Work task:
Return every line of the data below exactly, but do not include the images.

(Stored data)
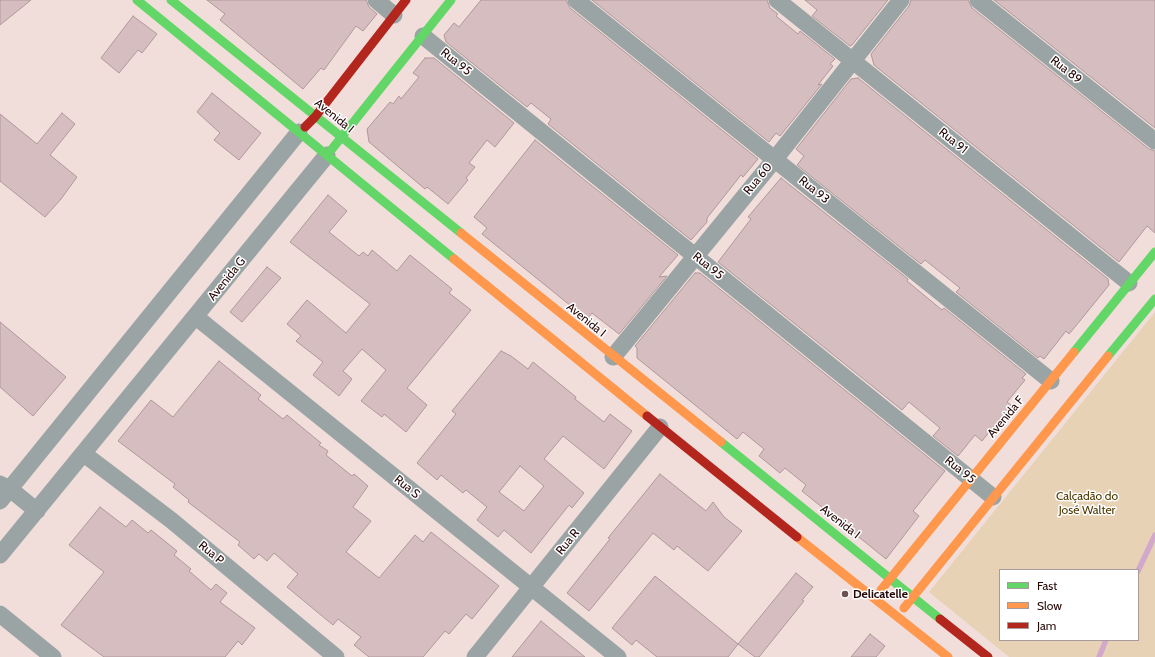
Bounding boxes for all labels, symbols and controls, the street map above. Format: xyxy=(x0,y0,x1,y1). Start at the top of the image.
street label: Rua 95 xyxy=(438,45,474,79)
street label: Rua 89 xyxy=(1047,53,1085,87)
street label: Avenida I xyxy=(311,96,357,136)
street label: Rua 91 xyxy=(936,125,970,157)
street label: Rua 60 xyxy=(741,160,775,198)
street label: Rua 93 xyxy=(796,173,832,207)
street label: Rua 95 xyxy=(690,249,726,283)
street label: Avenida G xyxy=(205,255,249,303)
street label: Avenida I xyxy=(563,300,609,340)
street label: Avenida F xyxy=(985,393,1027,441)
street label: Rua 95 xyxy=(942,453,978,487)
street label: Rua S xyxy=(391,472,423,502)
park label: Calçadão do José Walter xyxy=(1056,489,1118,517)
street label: Avenida I xyxy=(817,502,863,542)
street label: Rua R xyxy=(553,526,583,558)
street label: Rua P xyxy=(195,538,227,568)
legend xyxy=(999,569,1139,641)
text: Fast xyxy=(1037,578,1057,593)
place label: Delicatelle xyxy=(853,587,908,601)
marker: Delicatelle xyxy=(840,589,850,599)
text: Slow xyxy=(1037,598,1062,613)
text: Jam xyxy=(1037,618,1056,633)

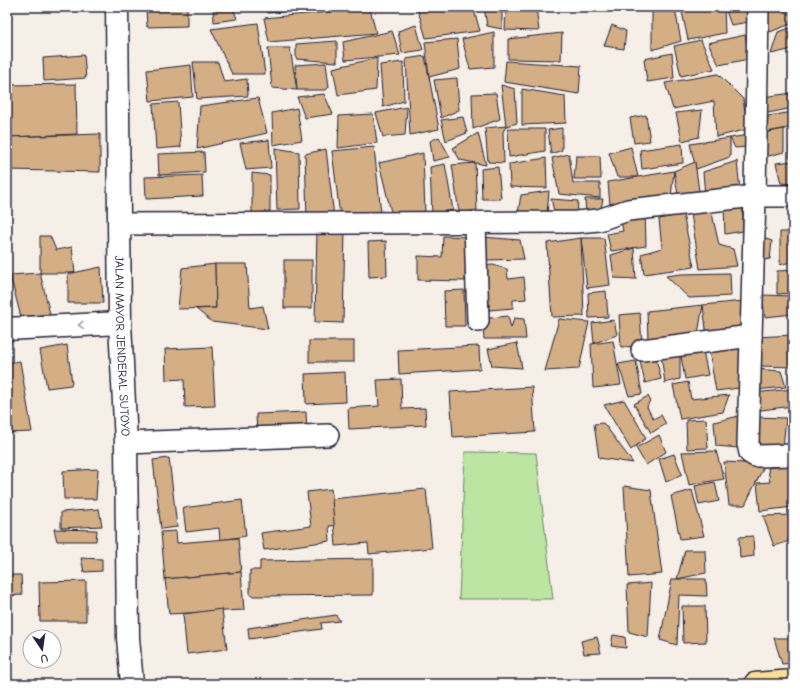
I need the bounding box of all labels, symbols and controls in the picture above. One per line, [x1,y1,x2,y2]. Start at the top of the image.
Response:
street label: JALAN MAYOR JENDERAL SUTOYO [112,255,133,437]
one-way arrow [78,321,84,329]
north arrow [22,629,62,669]
text: U [39,651,49,665]

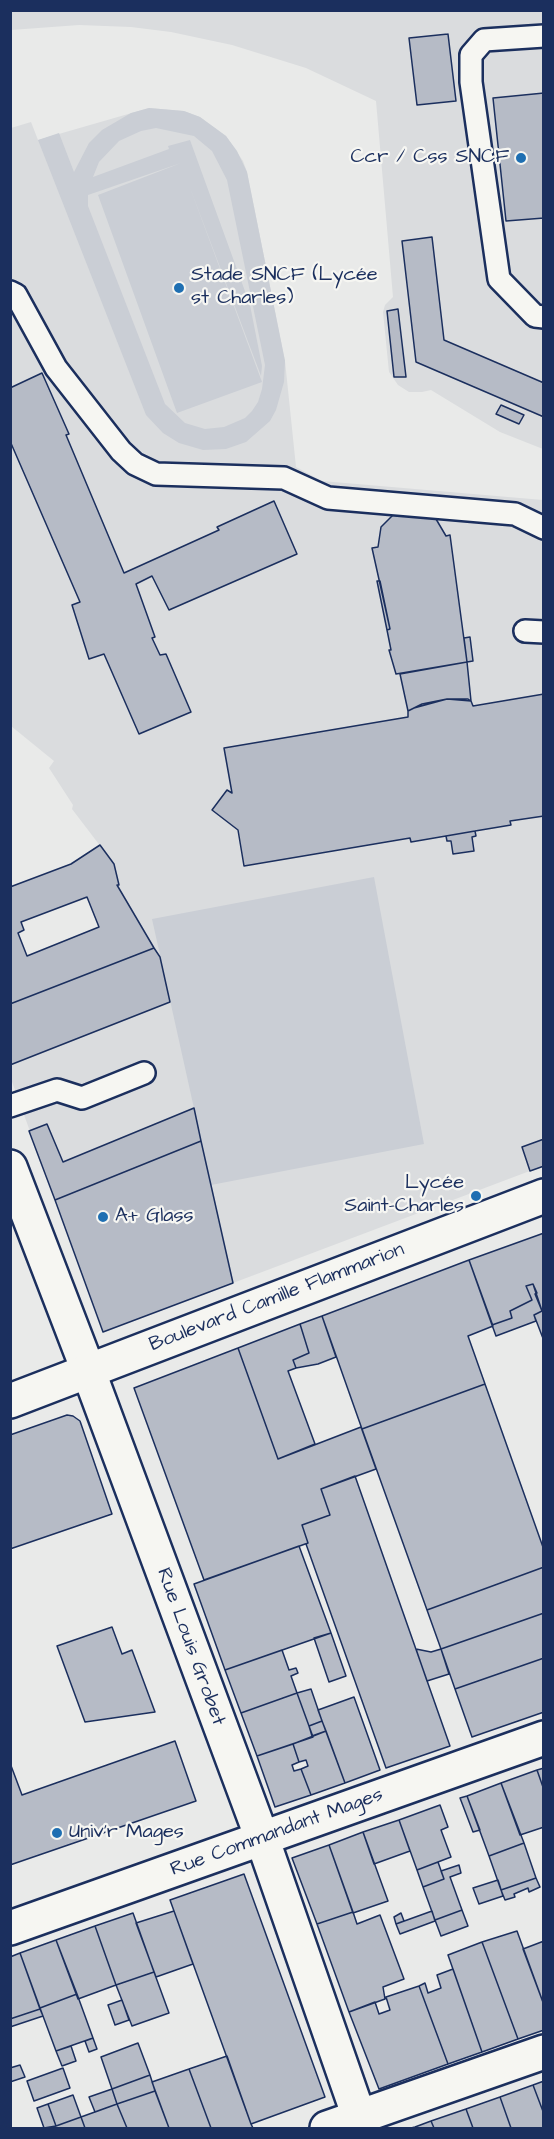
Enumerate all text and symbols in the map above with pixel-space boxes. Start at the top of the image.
place label: Ccr / Css SNCF [350,146,509,170]
marker: Ccr / Css SNCF [514,151,528,165]
place label: Stade SNCF (Lycée st Charles) [191,264,378,311]
marker: Stade SNCF (Lycée st Charles) [172,281,186,295]
place label: Lycée Saint-Charles [344,1172,464,1219]
marker: Lycée Saint-Charles [469,1189,483,1203]
place label: A+ Glass [115,1205,194,1229]
marker: A+ Glass [96,1210,110,1224]
street label: Boulevard Camille Flammarion [146,1238,408,1358]
street label: Rue Louis Grobet [150,1565,230,1729]
street label: Rue Commandant Mages [167,1783,387,1883]
place label: Univ'r Mages [69,1821,184,1845]
marker: Univ'r Mages [50,1826,64,1840]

Task result:
Bounding boxes for all labels, symbols and controls, the street map above. Format: xyxy=(x0,y0,x1,y1). Start at the top of the image.
street label: Rua 95 xyxy=(438,45,474,79)
street label: Rua 89 xyxy=(1047,53,1085,87)
street label: Avenida I xyxy=(311,96,357,136)
street label: Rua 91 xyxy=(936,125,970,157)
street label: Rua 60 xyxy=(741,160,775,198)
street label: Rua 93 xyxy=(796,173,832,207)
street label: Rua 95 xyxy=(690,249,726,283)
street label: Avenida G xyxy=(205,255,249,303)
street label: Avenida I xyxy=(563,300,609,340)
street label: Avenida F xyxy=(985,393,1027,441)
street label: Rua 95 xyxy=(942,453,978,487)
street label: Rua S xyxy=(391,472,423,502)
park label: Calçadão do José Walter xyxy=(1056,489,1118,517)
street label: Avenida I xyxy=(817,502,863,542)
street label: Rua R xyxy=(553,526,583,558)
street label: Rua P xyxy=(195,538,227,568)
legend xyxy=(999,569,1139,641)
text: Fast xyxy=(1037,578,1057,593)
place label: Delicatelle xyxy=(853,587,908,601)
marker: Delicatelle xyxy=(840,589,850,599)
text: Slow xyxy=(1037,598,1062,613)
text: Jam xyxy=(1037,618,1056,633)

I need the bounding box of all labels, symbols and controls in the picture above. One per line, [x1,y1,x2,y2]. Start at the top of the image.
Response:
street label: JALAN MAYOR JENDERAL SUTOYO [112,255,133,437]
one-way arrow [78,321,84,329]
north arrow [22,629,62,669]
text: U [39,651,49,665]

Enumerate all text and symbols in the map above with pixel-space boxes. Start at the top of the image.
place label: Ccr / Css SNCF [350,146,509,170]
marker: Ccr / Css SNCF [514,151,528,165]
place label: Stade SNCF (Lycée st Charles) [191,264,378,311]
marker: Stade SNCF (Lycée st Charles) [172,281,186,295]
place label: Lycée Saint-Charles [344,1172,464,1219]
marker: Lycée Saint-Charles [469,1189,483,1203]
place label: A+ Glass [115,1205,194,1229]
marker: A+ Glass [96,1210,110,1224]
street label: Boulevard Camille Flammarion [146,1238,408,1358]
street label: Rue Louis Grobet [150,1565,230,1729]
street label: Rue Commandant Mages [167,1783,387,1883]
place label: Univ'r Mages [69,1821,184,1845]
marker: Univ'r Mages [50,1826,64,1840]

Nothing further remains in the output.